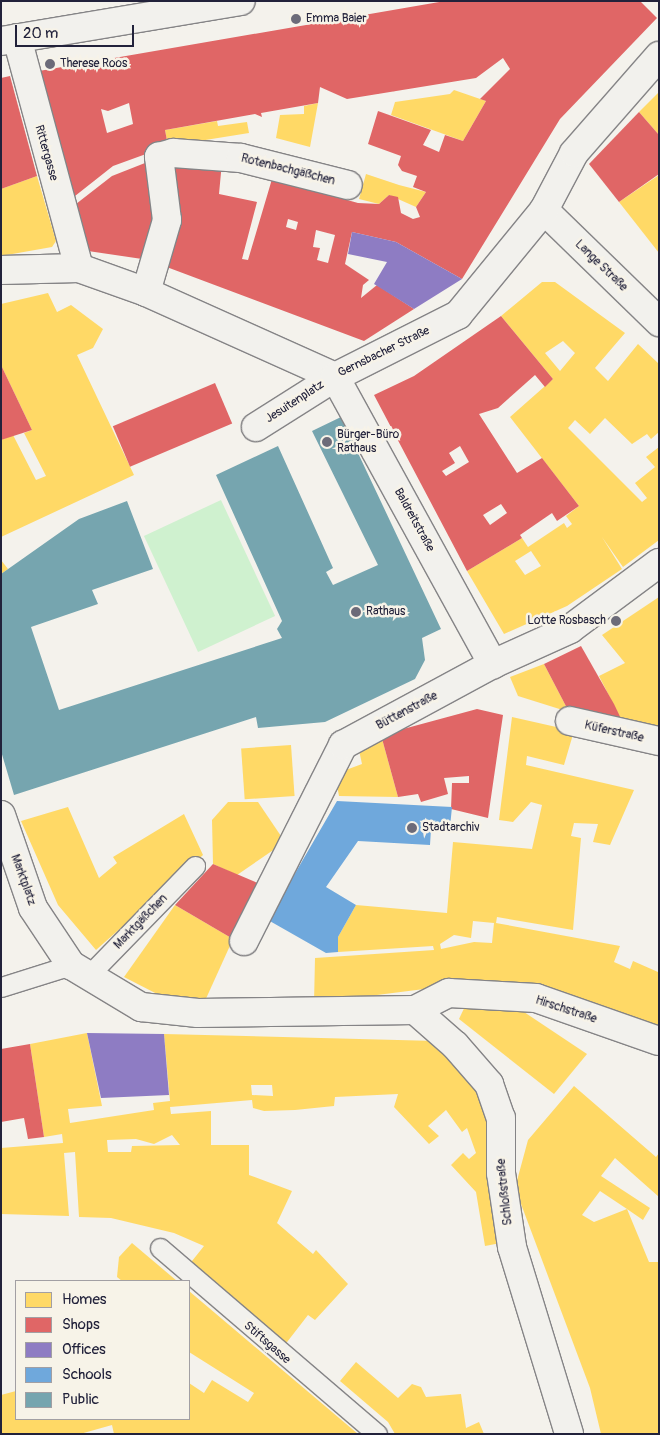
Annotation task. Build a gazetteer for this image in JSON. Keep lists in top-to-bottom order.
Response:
{
  "streets": {
    "street": [
      "Rittergasse",
      "Rotenbachgäßchen",
      "Lange Straße",
      "Gernsbacher Straße",
      "Jesuitenplatz",
      "Baldreitstraße",
      "Büttenstraße",
      "Küferstraße",
      "Marktplatz",
      "Hirschstraße",
      "Schloßstraße"
    ],
    "lane": ["Marktgäßchen", "Stiftsgasse"]
  },
  "crossings": [
    ["Rittergasse", "Gernsbacher Straße"],
    ["Rotenbachgäßchen", "Gernsbacher Straße"],
    ["Lange Straße", "Gernsbacher Straße"],
    ["Gernsbacher Straße", "Jesuitenplatz"],
    ["Gernsbacher Straße", "Baldreitstraße"],
    ["Jesuitenplatz", "Baldreitstraße"],
    ["Baldreitstraße", "Büttenstraße"],
    ["Marktplatz", "Marktgäßchen"],
    ["Marktplatz", "Hirschstraße"],
    ["Marktplatz", "Schloßstraße"],
    ["Hirschstraße", "Schloßstraße"]
  ],
  "places": [
    "Emma Baier",
    "Therese Roos",
    "Bürger-Büro Rathaus",
    "Rathaus",
    "Lotte Rosbasch",
    "Stadtarchiv"
  ],
  "legend": [
    "Homes",
    "Shops",
    "Offices",
    "Schools",
    "Public"
  ],
  "scale_bar": "20 m"
}
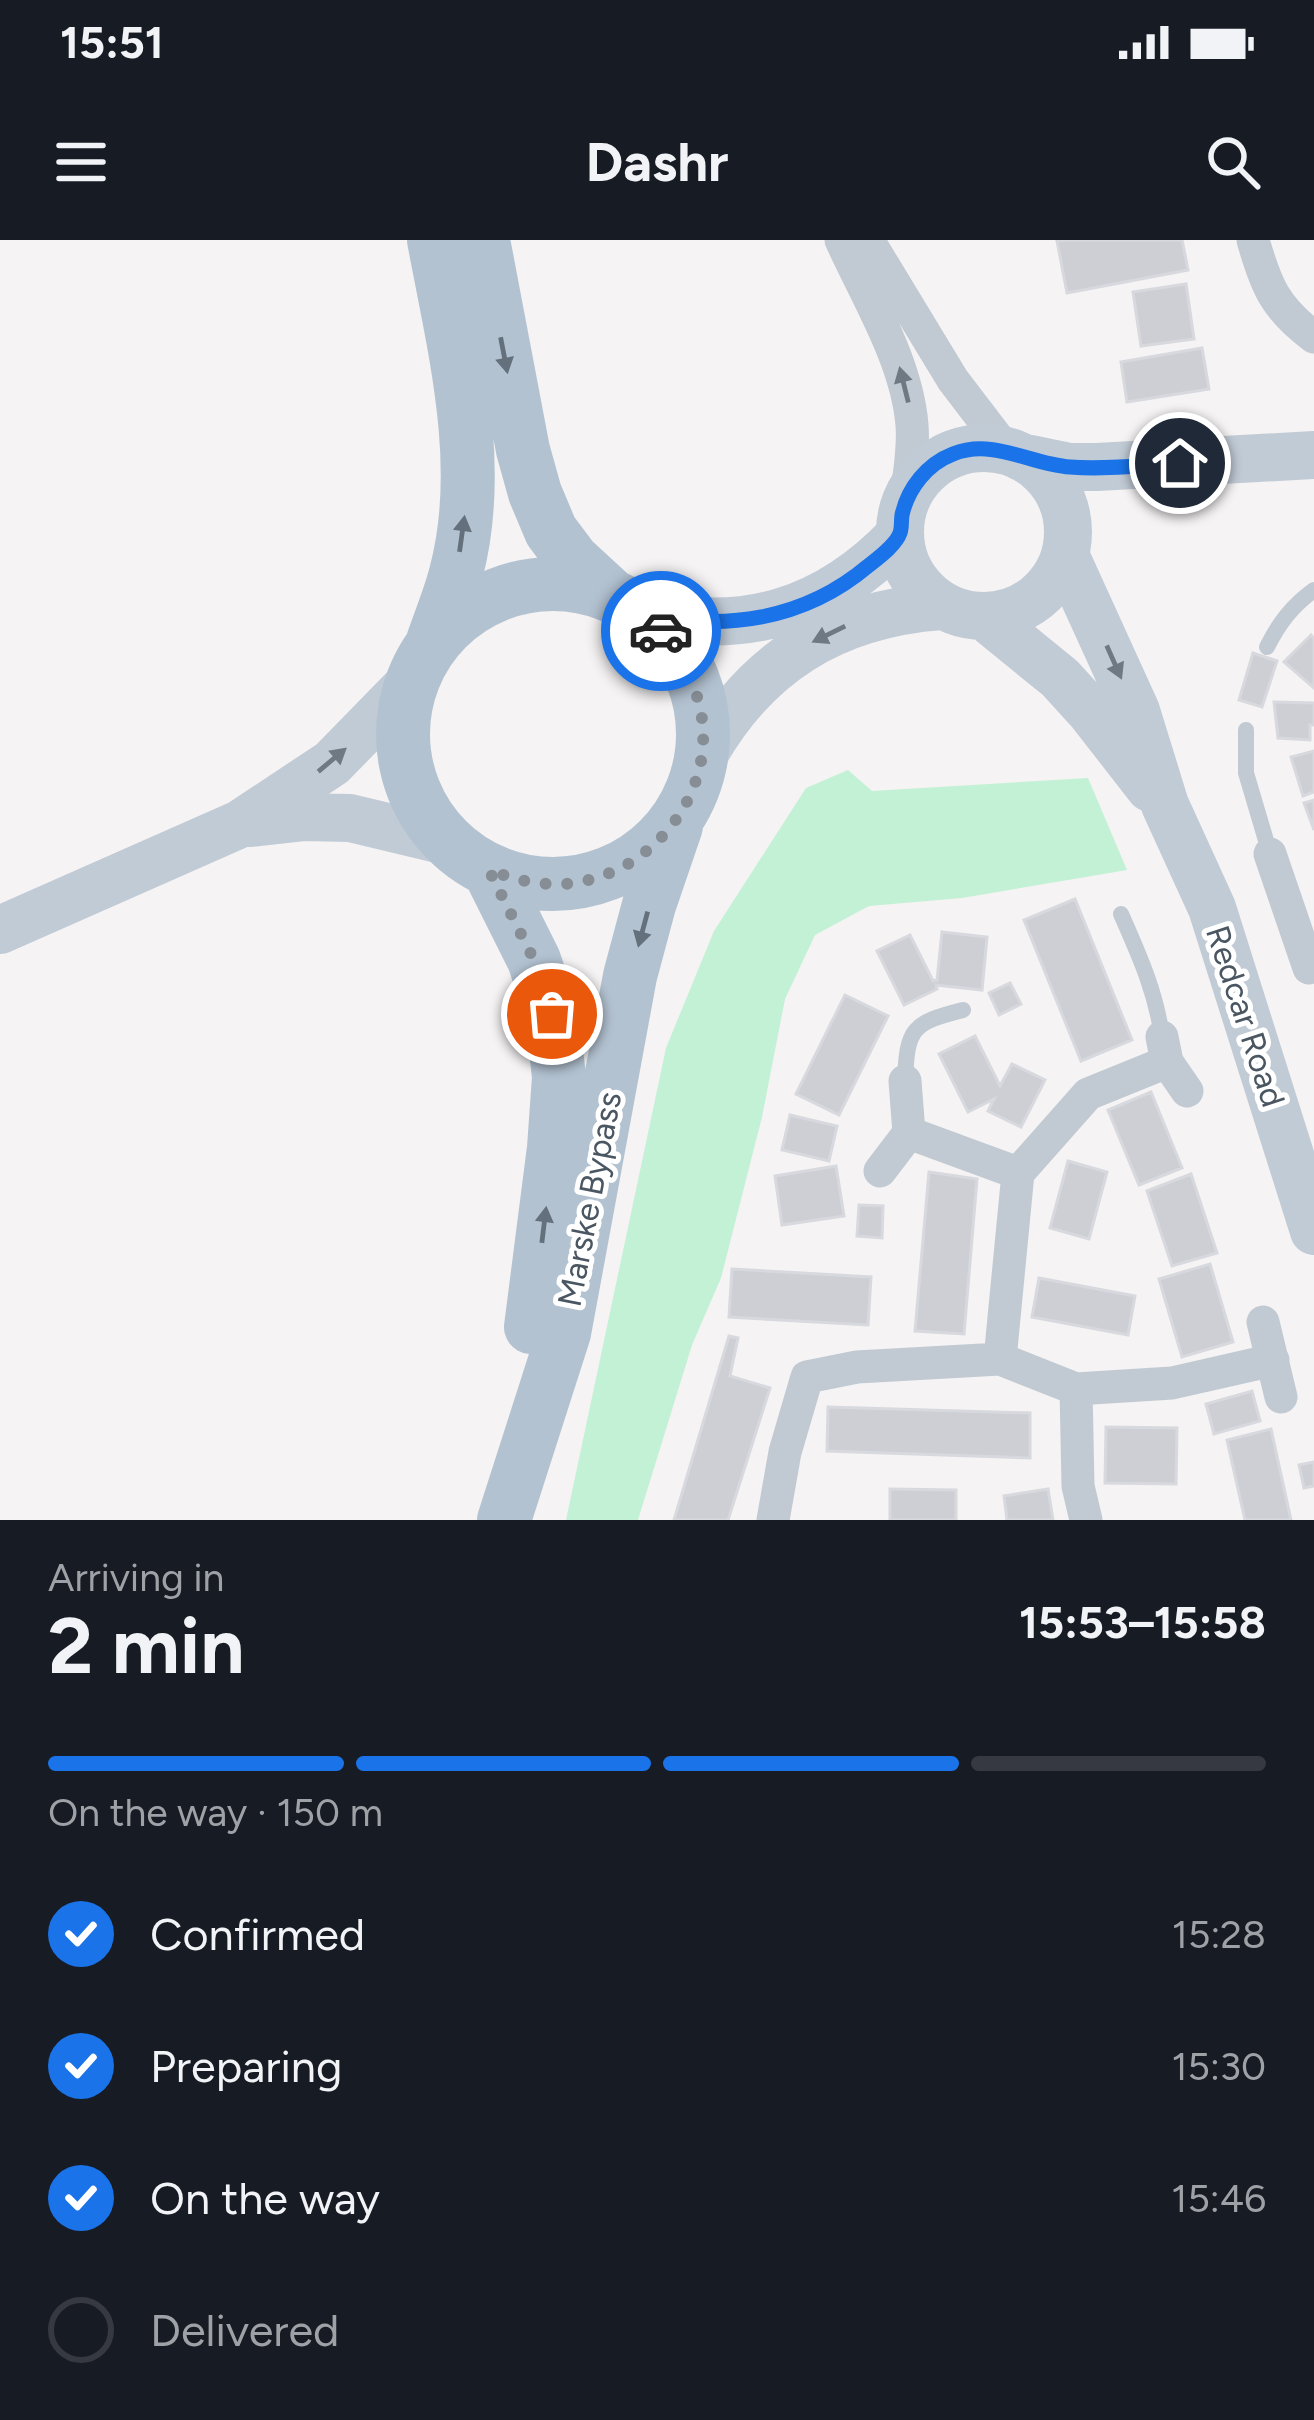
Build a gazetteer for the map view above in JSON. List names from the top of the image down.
{
  "streets": {
    "main road": ["Marske Bypass"],
    "street": ["Redcar Road"]
  },
  "page": {
    "status": "15:51",
    "header": "Dashr",
    "heading": ["2 min", "Arriving in", "15:53–15:58"],
    "bar": "On the way · 150 m",
    "list": [
      ["Confirmed", "15:28"],
      ["Preparing", "15:30"],
      ["On the way", "15:46"],
      "Delivered"
    ]
  }
}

(TASK DETAILS) Please output all of the data exactly as given, omitting any images it holds.

(RESPONSE BOX)
Annotation task. Build a gazetteer for this image in JSON. Keep lists in top-to-bottom order.
Response:
{
  "streets": {
    "street": [
      "Rittergasse",
      "Rotenbachgäßchen",
      "Lange Straße",
      "Gernsbacher Straße",
      "Jesuitenplatz",
      "Baldreitstraße",
      "Büttenstraße",
      "Küferstraße",
      "Marktplatz",
      "Hirschstraße",
      "Schloßstraße"
    ],
    "lane": ["Marktgäßchen", "Stiftsgasse"]
  },
  "crossings": [
    ["Rittergasse", "Gernsbacher Straße"],
    ["Rotenbachgäßchen", "Gernsbacher Straße"],
    ["Lange Straße", "Gernsbacher Straße"],
    ["Gernsbacher Straße", "Jesuitenplatz"],
    ["Gernsbacher Straße", "Baldreitstraße"],
    ["Jesuitenplatz", "Baldreitstraße"],
    ["Baldreitstraße", "Büttenstraße"],
    ["Marktplatz", "Marktgäßchen"],
    ["Marktplatz", "Hirschstraße"],
    ["Marktplatz", "Schloßstraße"],
    ["Hirschstraße", "Schloßstraße"]
  ],
  "places": [
    "Emma Baier",
    "Therese Roos",
    "Bürger-Büro Rathaus",
    "Rathaus",
    "Lotte Rosbasch",
    "Stadtarchiv"
  ],
  "legend": [
    "Homes",
    "Shops",
    "Offices",
    "Schools",
    "Public"
  ],
  "scale_bar": "20 m"
}
Build a gazetteer for the map view above in JSON. List names from the top of the image down.
{
  "streets": {
    "main road": ["Marske Bypass"],
    "street": ["Redcar Road"]
  },
  "page": {
    "status": "15:51",
    "header": "Dashr",
    "heading": ["2 min", "Arriving in", "15:53–15:58"],
    "bar": "On the way · 150 m",
    "list": [
      ["Confirmed", "15:28"],
      ["Preparing", "15:30"],
      ["On the way", "15:46"],
      "Delivered"
    ]
  }
}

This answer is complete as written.